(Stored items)
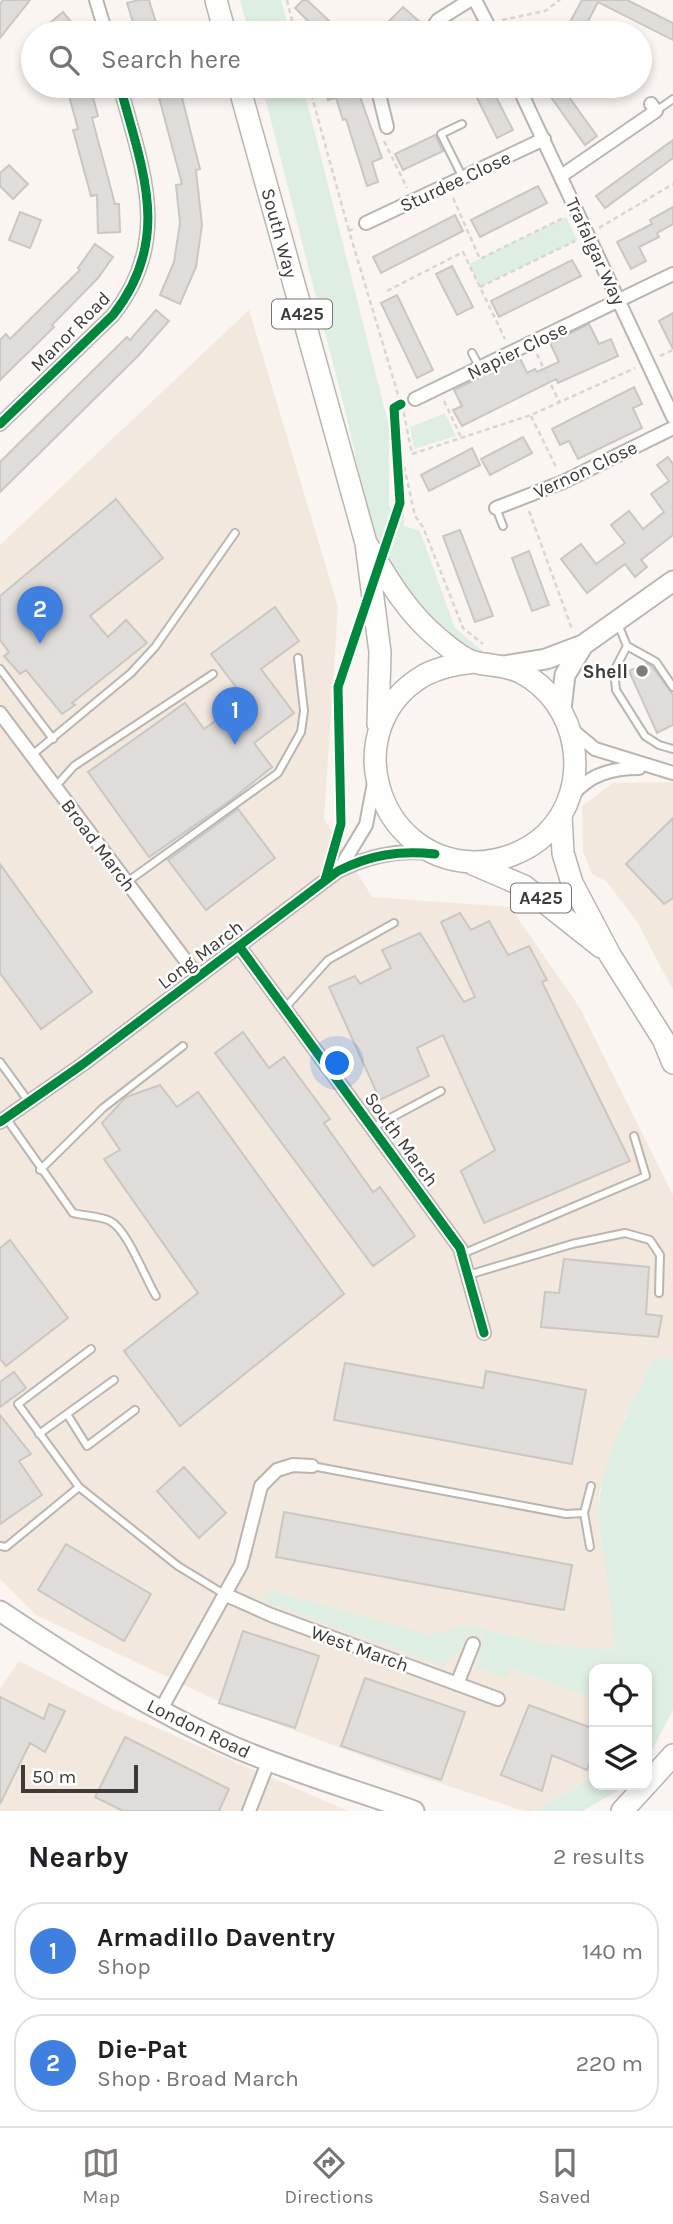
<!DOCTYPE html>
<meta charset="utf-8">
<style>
:root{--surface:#fff;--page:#f2f2f2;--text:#202124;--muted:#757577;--line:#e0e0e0;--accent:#807b78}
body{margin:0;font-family:Karla,sans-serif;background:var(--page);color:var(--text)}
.controls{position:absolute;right:21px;bottom:21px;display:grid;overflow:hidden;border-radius:14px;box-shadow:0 4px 10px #0003}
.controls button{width:63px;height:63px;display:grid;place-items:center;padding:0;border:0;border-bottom:2px solid var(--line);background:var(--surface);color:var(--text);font:35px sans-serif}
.scale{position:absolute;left:21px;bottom:18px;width:117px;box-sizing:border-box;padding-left:7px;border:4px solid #3e3a37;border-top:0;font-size:19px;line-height:24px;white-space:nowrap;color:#3e3a37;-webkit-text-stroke:5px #fff;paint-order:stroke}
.you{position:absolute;left:338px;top:1064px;width:24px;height:24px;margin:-18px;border:5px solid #fff;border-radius:50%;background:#1a73e8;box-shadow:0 0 0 10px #1a73e833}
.badge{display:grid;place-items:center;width:46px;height:46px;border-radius:50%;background:var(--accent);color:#fff;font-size:23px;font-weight:700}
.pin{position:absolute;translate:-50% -58px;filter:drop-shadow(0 2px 4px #0008)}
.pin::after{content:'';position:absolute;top:37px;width:24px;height:21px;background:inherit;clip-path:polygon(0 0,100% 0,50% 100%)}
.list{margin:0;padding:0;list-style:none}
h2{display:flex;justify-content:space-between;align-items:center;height:91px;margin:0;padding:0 28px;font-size:30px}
h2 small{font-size:23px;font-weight:400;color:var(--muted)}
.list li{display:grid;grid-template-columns:46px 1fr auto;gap:21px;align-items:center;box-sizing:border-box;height:98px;margin:0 14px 14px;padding:0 14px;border:2px solid var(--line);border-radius:28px}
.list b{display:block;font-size:26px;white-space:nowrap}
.list p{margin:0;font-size:23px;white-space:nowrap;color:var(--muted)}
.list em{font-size:23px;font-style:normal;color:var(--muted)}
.icon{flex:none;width:38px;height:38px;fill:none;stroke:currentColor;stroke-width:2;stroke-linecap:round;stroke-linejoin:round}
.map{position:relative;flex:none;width:673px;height:1811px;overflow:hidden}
.search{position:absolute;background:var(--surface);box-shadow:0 4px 10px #0003;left:21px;right:21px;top:21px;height:77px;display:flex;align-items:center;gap:18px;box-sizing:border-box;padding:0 24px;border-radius:38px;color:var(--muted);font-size:26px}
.sheet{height:315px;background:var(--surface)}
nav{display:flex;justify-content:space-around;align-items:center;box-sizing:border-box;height:98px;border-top:2px solid var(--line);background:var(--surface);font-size:19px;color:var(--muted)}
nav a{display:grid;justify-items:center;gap:4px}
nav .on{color:var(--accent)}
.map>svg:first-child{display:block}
</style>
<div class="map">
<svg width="673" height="1811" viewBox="0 0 673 1811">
<rect width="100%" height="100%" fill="#faf5f0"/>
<path fill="#f2e8dd" d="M 249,310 L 338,607 L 324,819 L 372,897 L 510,907 L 580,1008 L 673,1195 L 673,1358 L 652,1360 L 624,1419 L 599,1493 L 598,1514 L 617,1650 L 547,1644 L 466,1625 L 430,1636 L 269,1590 L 457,1654 L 469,1632 L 483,1635 L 476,1668 L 507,1679 L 510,1669 L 594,1699 L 594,1769 L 582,1784 L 534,1811 L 524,1811 L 400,1770 L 231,1707 L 36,1615 L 0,1579 L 0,545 Z
M 673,782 L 673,990 L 636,920 L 606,881 L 592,874 L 583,851 L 582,806 L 613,783 Z
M 19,1661 L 111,1708 L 348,1811 L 0,1811 L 0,1689 Z"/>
<path fill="#dfeee3" d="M 240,0 L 281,0 L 290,33 L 249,33 Z
M 262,86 L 303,86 L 389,426 L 389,507 L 404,512 L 404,526 L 420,531 L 455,628 L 484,652 C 453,657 410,601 395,576 C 365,526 359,465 345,410 C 317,302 290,194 262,86 Z
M 566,217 L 577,240 L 480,287 L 469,264 Z
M 445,413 L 456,436 L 414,449 L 410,427 Z
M 673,1358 L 673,1710 L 647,1760 L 647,1669 L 594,1669 L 594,1699 L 511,1669 L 507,1679 L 476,1668 L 483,1635 L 469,1633 L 457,1654 L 441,1665 L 263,1601 L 269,1590 L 430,1635 L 466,1625 L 547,1644 L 616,1650 L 598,1514 C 601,1461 630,1408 652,1360 Z
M 594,1769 L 594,1785 L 627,1785 L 583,1811 L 534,1811 L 582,1784 Z"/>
<path fill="#e0dcd9" stroke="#cac6c2" stroke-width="2" d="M 3,0 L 30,0 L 0,38 L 0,4 Z
M 139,0 L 149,0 L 157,26 L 136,32 L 127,3 Z
M 303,0 L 307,0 L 342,33 L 301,33 L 310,23 L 295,8 Z
M 582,0 L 627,0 L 673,23 L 673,40 L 598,2 L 582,33 L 564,33 Z
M 403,7 L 420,22 L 409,33 L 377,33 Z
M 63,12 L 73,24 L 62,33 L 38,33 Z
M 90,86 L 98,116 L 92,118 L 115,204 L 119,204 L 120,232 L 98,233 L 97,195 L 91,196 L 73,130 L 78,129 L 68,92 Z
M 156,86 L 179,86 L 200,169 L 196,170 L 202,225 L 196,267 L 180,304 L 160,295 L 174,262 L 180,223 L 176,185 L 182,184 Z
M 332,86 L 365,86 L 358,91 L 382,158 L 372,162 L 378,182 L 367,186 L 346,119 L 343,120 L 336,98 L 328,100 L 325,89 Z
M 543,86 L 561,86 L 597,136 L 585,145 Z
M 492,89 L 513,130 L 497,138 L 476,96 Z
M 435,135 L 443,151 L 403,170 L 395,154 Z
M 673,140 L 673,158 L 605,208 L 596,196 Z
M 9,165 L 28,184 L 13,199 L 0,186 L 0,173 Z
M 538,186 L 547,203 L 480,237 L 471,220 Z
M 673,207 L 673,224 L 657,233 L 659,237 L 639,247 L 646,261 L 631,269 L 617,242 L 652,224 L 650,220 Z
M 20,212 L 41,220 L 30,248 L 9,240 Z
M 455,215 L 463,231 L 381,273 L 373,257 Z
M 95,244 L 113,257 L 98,278 L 52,325 L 54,327 L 0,380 L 0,340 L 6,334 L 10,339 L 80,270 L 78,268 Z
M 572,260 L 581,276 L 499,317 L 491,301 Z
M 452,266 L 473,307 L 457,315 L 436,274 Z
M 397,295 L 433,370 L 417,378 L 381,303 Z
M 156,310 L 169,321 L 138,356 L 0,492 L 0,462 L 127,337 L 130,340 Z
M 673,313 L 673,349 L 659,321 Z
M 589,324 L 599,344 L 611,339 L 618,356 L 558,383 L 556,379 L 462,426 L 453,410 L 462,406 L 454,390 L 520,358 L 527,373 L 535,369 L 537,372 L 559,362 L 550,343 Z
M 634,387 L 642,404 L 633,408 L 642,428 L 578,459 L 569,441 L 560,445 L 552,429 Z
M 523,437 L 532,453 L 490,475 L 481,459 Z
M 472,448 L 480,465 L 429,491 L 421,475 Z
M 668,457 L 673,464 L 673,535 L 641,560 L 647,567 L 635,577 L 625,564 L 587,593 L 561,559 L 581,544 L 596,564 L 625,543 L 611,525 L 629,511 L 643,529 L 664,512 L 651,494 L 669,481 L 657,465 Z
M 116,499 L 163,558 L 90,616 L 108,637 L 126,620 L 147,643 L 72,703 L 75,705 L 62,714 L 26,670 L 20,674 L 4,656 L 9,652 L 0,640 L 0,596 Z
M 460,530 L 493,616 L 475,622 L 443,536 Z
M 529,551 L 549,605 L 532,611 L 512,558 Z
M 275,607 L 299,641 L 261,669 L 294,713 L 254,743 L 272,767 L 231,800 L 149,857 L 88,772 L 185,703 L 204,729 L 245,699 L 211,654 Z
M 646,663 L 652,666 L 673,695 L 673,725 L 657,733 L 629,671 Z
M 238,809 L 275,858 L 206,910 L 168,860 Z
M 673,818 L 673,898 L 664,904 L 626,864 Z
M 0,864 L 92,992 L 41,1029 L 0,973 Z
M 460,913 L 471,930 L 489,921 L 508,955 L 529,946 L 547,980 L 542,982 L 630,1161 L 484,1223 L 461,1171 L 495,1150 L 443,1035 L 417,1048 L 429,1076 L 380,1100 L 329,987 L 355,976 L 360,984 L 391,968 L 382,950 L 420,933 L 464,1002 L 475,997 L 441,922 Z
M 243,1032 L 269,1068 L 284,1057 L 330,1119 L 324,1123 L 373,1192 L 380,1187 L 415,1236 L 373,1266 L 215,1053 Z
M 160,1085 L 177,1107 L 198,1092 L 344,1294 L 180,1426 L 124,1351 L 198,1293 L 104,1159 L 120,1150 L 102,1123 L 126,1097 Z
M 10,1240 L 68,1318 L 6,1366 L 0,1359 L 0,1248 Z
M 564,1259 L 649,1267 L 646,1314 L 662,1316 L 658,1337 L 541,1327 L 545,1292 L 559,1293 Z
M 345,1363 L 483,1388 L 486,1371 L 586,1390 L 572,1464 L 334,1420 Z
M 14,1372 L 26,1388 L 0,1407 L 0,1382 Z
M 0,1415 L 31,1454 L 19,1461 L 42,1495 L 0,1524 Z
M 184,1467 L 226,1513 L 199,1538 L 157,1491 Z
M 284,1512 L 572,1565 L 564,1610 L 276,1557 Z
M 66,1544 L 151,1594 L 124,1641 L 38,1590 Z
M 243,1631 L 319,1656 L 295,1728 L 219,1703 Z
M 365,1678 L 465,1712 L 441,1780 L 341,1746 Z
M 0,1697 L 44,1719 L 49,1704 L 65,1711 L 45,1752 L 30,1743 L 0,1804 Z
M 529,1705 L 594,1729 L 594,1753 L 587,1770 L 552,1755 L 542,1791 L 501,1775 Z
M 125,1737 L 229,1789 L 219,1811 L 123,1811 L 95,1797 Z"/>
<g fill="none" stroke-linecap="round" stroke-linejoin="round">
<defs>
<path id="lane" d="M 656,111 L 673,99
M 462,124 L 441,134 L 463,178
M 472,353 L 480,368
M 496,508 L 503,526
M 618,624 L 627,646 L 614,671 L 616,690 L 645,736 L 659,745 L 673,749
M 627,646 L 656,662 L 673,687
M 0,669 L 53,739
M 32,755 L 131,673 L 155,647 L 235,533
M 56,786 L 74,766 L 213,674
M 127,882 L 278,773 L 301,732 L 304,711 L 298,658
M 285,1008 L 328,960 L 394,923
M 0,1062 L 29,1102
M 6,1118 L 73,1213 C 84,1216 101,1216 110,1221 C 127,1229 145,1278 156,1296
M 372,1128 L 441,1091
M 40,1170 L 103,1108 L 183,1046
M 462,1254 L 646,1176 L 634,1136
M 468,1275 L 572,1244 L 625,1233 L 650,1240 L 660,1255 L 659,1293
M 91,1349 L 18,1404 L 79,1487 L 178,1566 L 224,1594
M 67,1414 L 87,1446 L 135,1410
M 39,1434 L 114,1380
M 312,1466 L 566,1514 L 584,1513
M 0,1546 L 6,1547 L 79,1487
M 590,1547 L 584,1513 L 591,1486"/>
<path id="street" d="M 96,0 L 106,33
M 475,0 L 492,33
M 429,33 L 438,20 L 470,0
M 377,86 L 387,127
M 518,86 L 673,417
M 561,176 L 656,111 L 651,104
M 366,223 L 544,139
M 415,399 L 673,274
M 0,424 L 113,315 C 173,239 142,169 120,86
M 496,508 L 563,482 L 673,428
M 0,713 L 198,977
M 572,730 L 595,749 L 673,773
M 572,796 C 589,774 613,768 639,768
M 340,868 L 366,825 L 374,783
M 239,946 L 460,1248 L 484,1333
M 0,1122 L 83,1064 L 338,871 C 367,857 394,850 427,853
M 224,1594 L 271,1615 L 498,1699
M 457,1684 L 473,1644
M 160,1711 L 241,1565 L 261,1486 L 277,1470 L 293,1465 L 312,1466
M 249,1811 L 269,1760"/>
<path id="secondary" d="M 504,666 L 546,659 L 583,645 L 673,581
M 561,709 L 565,675 L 583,645
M 0,1611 C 75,1661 151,1710 234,1747 C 292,1772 355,1790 414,1811"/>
<path id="primary" d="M 216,0 L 225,33
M 239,86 L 366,543 L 380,652 L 378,724
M 366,543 C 387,578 407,613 439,639 C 449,647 462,659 474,662 C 490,666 505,665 520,672 C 580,702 594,787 546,834 C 527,852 500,862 474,862 C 375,860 337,727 423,676 C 439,667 456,664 474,662
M 561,815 L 563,853 L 572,883 L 610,955 L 663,1039 L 673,1063
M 473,864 L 524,886 L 601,947
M 647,1784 L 673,1755
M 622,1811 L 646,1785"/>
</defs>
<use href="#lane" stroke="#b9b5b1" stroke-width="10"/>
<use href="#street" stroke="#b9b5b1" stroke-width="16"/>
<use href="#secondary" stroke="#b9b5b1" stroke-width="23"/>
<use href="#primary" stroke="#b9b5b1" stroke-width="24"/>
<path stroke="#d8d6d5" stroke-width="2.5" stroke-dasharray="5 3.5" stroke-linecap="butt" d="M 287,0 L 295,33
M 502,20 L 545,11 L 560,0
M 309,86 L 349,231
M 384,141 L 407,188
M 453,198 L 480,259 L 565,217
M 599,228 L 673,184
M 353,229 L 349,231 L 400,401
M 480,287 L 575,241
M 387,291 L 463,252 L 505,339
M 537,354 L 559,402
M 660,356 L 673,350
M 444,401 L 462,439
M 402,404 L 412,454 L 531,415 L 635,368
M 531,416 L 557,469
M 395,425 L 415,516 L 423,527 L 463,628 L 483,644
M 529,511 L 572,629"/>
<use href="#lane" stroke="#fefefd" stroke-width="6"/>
<use href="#street" stroke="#fefefd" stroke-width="12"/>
<use href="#secondary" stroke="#fefefd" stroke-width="19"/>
<use href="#primary" stroke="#fefefd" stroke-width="21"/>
<defs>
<path id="cycleway" d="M 0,424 L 113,315 C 173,239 142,169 120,86
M 325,880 L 341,824 L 338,687 L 400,503 L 394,408 L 401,404
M 239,946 L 460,1248 L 484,1333
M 0,1122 L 83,1064 L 338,871 C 370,855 399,850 435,854"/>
</defs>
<use href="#cycleway" stroke="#fff" stroke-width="13"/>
<use href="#cycleway" stroke="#00873e" stroke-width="9"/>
</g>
<circle fill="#807b78" stroke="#fff" stroke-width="2.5" cx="642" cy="671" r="7"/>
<g text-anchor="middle" stroke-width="5" stroke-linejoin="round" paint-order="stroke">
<g fill="#fff" stroke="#787573" stroke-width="2">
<rect x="272" y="299.5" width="60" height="29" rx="5"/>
<rect x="511" y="883.5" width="60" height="29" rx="5"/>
</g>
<g font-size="18" font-weight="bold" fill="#3e3a37">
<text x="302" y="320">A425</text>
<text x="541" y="904">A425</text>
</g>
<g font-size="19" fill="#3e3a37" stroke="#fff">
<text transform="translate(455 181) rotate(-25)" y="7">Sturdee Close</text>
<text transform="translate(280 233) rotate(75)" y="7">South Way</text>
<text transform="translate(596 251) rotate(65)" y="7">Trafalgar Way</text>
<text transform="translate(70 331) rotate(-45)" y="7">Manor Road</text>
<text transform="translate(517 350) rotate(-26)" y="7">Napier Close</text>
<text transform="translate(585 469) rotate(-25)" y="7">Vernon Close</text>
<text transform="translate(99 845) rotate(53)" y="7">Broad March</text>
<text transform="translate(200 954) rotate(-37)" y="7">Long March</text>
<text transform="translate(402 1139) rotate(54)" y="7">South March</text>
<text transform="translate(360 1648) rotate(20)" y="7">West March</text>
<text transform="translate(199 1728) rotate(26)" y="7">London Road</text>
</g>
<g font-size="19" font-weight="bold" fill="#3e3a37" stroke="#fff" text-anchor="end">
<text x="628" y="678">Shell</text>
</g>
</g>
</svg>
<div class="controls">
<button><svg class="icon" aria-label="locate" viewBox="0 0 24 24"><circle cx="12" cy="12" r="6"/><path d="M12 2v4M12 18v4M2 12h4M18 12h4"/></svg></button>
<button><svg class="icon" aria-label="layers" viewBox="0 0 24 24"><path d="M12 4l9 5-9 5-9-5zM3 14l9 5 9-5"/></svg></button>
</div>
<div class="scale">50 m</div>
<div class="you"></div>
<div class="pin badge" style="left:235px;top:745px;background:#3f7fe0">1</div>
<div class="pin badge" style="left:40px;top:644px;background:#3f7fe0">2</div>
<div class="search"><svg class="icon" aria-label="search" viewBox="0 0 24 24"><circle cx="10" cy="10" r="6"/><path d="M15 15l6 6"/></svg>Search here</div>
</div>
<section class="sheet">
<h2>Nearby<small>2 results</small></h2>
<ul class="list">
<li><span class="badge" style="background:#3f7fe0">1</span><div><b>Armadillo Daventry</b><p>Shop</p></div><em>140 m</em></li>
<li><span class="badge" style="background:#3f7fe0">2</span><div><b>Die-Pat</b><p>Shop · Broad March</p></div><em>220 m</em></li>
</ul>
</section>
<nav>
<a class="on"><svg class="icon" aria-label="map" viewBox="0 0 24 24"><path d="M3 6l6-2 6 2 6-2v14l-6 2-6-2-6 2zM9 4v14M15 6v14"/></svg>Map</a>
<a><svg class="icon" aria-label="directions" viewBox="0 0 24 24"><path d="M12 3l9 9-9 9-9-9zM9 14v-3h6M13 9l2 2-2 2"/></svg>Directions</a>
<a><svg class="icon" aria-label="saved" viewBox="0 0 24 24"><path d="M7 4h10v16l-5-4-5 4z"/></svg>Saved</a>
</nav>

→ **Problem statement**
Take every line above that includes "place" and list it.

→ **Answer section**
.controls button{width:63px;height:63px;display:grid;place-items:center;padding:0;border:0;border-bottom:2px solid var(--line);background:var(--surface);color:var(--text);font:35px sans-serif}
.badge{display:grid;place-items:center;width:46px;height:46px;border-radius:50%;background:var(--accent);color:#fff;font-size:23px;font-weight:700}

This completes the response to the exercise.